To help pay for the expansions, Richardson and Sebelius are using their leadership positions on the Democratic Governors Assn. to lobby Congress this year for more than $10 billion in additional State Children's Health Insurance Program funding. But lawmakers last year approved billions in reductions to Medicaid, potentially making new SCHIP dollars difficult to procure.

Massachusetts: A market-based plan

Republican Gov. Mitt Romney will not seek re-election this year, leaving his post for what many predict will be a White House bid in 2008. But before he departs, he hopes to put his signature on a sweeping plan to cover the half-million people in Massachusetts with no health insurance.

"The stage is set for something truly historic," Romney said in his Jan. 18 state of the commonwealth address. "We are poised to provide private, market-based health insurance to all our uninsured citizens."

The plan would pair an individual insurance mandate with state-backed insurance products and penalties on employers who don't offer coverage. While the legislative proposal has been in motion for more than a year, Romney used the address to promise $200 million in state funding in an effort to get the measure passed.

The Massachusetts Medical Society has endorsed the pending legislation but warns that payments to physicians must be increased in tandem with the individual and employer mandates. "Without physicians available to meet the needs of all Massachusetts citizens, health access will be impossible," said Alan M. Harvey, MD, the society's president.

Wisconsin: Overhauling the safety net

A major restructuring of the health safety net also could be in the cards for Wisconsin.

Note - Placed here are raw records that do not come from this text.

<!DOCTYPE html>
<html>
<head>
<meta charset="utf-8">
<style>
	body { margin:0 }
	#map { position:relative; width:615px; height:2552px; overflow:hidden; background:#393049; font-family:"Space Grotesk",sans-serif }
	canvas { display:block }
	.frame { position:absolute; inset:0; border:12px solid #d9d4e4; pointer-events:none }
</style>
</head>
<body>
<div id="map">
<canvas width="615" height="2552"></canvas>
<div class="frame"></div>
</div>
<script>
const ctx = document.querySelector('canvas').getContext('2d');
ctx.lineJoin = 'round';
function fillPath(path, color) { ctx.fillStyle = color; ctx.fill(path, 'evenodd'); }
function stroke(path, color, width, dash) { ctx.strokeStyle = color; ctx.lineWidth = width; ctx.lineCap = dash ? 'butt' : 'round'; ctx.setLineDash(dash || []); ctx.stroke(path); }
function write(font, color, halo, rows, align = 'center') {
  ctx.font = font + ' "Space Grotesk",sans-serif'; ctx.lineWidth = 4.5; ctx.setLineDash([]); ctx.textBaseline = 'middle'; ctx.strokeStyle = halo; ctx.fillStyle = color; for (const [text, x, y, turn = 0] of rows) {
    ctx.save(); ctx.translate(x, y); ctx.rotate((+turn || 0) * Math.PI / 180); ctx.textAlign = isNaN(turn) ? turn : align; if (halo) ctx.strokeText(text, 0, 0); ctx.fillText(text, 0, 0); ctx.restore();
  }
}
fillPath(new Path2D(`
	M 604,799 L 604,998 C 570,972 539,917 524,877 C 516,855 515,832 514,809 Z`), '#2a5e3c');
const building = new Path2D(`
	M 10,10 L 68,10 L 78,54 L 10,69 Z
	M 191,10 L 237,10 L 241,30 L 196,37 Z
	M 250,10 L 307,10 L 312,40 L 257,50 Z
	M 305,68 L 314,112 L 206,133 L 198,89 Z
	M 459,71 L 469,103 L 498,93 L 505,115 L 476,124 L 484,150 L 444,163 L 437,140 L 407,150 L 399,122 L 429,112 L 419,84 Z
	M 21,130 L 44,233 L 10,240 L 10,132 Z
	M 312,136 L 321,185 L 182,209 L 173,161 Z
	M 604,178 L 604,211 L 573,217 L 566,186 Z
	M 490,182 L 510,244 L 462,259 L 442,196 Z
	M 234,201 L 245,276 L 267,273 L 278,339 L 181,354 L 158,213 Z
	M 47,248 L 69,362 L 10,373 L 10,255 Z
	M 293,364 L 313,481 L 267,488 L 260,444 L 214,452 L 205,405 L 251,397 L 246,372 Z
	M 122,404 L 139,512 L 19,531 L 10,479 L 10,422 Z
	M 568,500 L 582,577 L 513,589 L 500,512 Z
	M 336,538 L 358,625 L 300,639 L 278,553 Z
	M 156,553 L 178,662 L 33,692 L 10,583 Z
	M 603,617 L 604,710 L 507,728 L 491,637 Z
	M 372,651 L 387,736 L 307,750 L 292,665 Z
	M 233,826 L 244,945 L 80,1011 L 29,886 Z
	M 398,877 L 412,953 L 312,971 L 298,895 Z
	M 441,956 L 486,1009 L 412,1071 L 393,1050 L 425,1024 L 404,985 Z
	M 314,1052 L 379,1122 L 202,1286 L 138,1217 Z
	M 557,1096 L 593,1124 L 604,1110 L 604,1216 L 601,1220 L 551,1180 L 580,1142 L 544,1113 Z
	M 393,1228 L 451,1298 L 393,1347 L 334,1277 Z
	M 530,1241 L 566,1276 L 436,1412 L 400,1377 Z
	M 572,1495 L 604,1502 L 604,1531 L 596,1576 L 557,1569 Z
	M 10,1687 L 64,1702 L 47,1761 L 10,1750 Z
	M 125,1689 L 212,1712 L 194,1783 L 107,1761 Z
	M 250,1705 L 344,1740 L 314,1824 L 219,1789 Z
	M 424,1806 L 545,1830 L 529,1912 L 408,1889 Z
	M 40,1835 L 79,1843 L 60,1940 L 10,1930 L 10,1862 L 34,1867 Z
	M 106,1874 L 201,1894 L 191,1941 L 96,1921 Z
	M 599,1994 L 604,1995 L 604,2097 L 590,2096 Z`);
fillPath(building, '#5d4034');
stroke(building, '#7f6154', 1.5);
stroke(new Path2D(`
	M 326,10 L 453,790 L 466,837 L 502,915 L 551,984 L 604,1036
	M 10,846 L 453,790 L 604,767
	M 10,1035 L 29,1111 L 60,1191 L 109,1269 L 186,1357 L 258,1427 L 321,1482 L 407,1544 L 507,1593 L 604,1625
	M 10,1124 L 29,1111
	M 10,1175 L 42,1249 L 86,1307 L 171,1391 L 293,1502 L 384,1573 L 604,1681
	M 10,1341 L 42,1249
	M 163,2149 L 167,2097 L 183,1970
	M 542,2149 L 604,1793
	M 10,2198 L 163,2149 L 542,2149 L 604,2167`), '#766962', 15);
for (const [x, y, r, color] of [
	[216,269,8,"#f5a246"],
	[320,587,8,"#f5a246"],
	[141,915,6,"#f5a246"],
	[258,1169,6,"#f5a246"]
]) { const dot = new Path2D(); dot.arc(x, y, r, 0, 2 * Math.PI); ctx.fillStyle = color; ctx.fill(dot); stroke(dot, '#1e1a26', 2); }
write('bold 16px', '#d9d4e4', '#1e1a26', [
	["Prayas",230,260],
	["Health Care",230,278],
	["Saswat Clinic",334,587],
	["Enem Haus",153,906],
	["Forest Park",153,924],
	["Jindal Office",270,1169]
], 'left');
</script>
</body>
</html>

Democratic Gov. Jim Doyle hopes to use efficiencies of scale to cover more citizens and provide better care to those who already have insurance.

"This new effort -- BadgerCare Plus -- will merge 500,000 individuals currently enrolled in Medicaid, BadgerCare and Healthy Start into one streamlined and comprehensive program," Doyle said in his Jan. 17 state of the state address.

One of the goals of the proposed overhaul is to provide access to care for every Wisconsin child by next year, more than 90,000 of whom are now without insurance coverage, he said. With increased coverage rates will come increased expectations of cost sharing from higher-income families.

The Wisconsin Medical Society has not yet weighed in on the new coverage proposal.

But the group recently accused Doyle of endangering patient access by vetoing a bill that would have restored noneconomic damage caps in medical liability cases.

"We're very concerned that the absence of caps will harm Wisconsin's historically stable medical liability environment," said Susan Turney, MD, the society's executive vice president and CEO. "Wisconsin must reach an agreement that best serves both the patients of our state and the health care system."

Virginia: A new player in the field

Health care access is already on the mind of recently inaugurated Democratic Gov. Tim Kaine, who gave his first address to the Virginia joint assembly on Jan. 16. With Medicaid consuming an increasing amount of state funding every year, he called for significant changes to the program

"We must reform our Medicaid program to ensure its viability," he said. "But those reforms must come through innovation, new ways of thinking and rooting out inefficiencies -- not by rationing health care and services to the most vulnerable."

Kaine said an inefficient patchwork of care for elderly and disabled citizens causes the state to spend nearly three-quarters of its annual health budget on long-term care. His proposed remedy is to integrate the delivery system through care coordination and case management.

Considered a rising star in the Democratic party, Kaine was chosen to provide the minority response to President Bush's State of the Union address. In a preview of his speech, the governor in part blamed White House partisanship for current failures in the health care coverage system.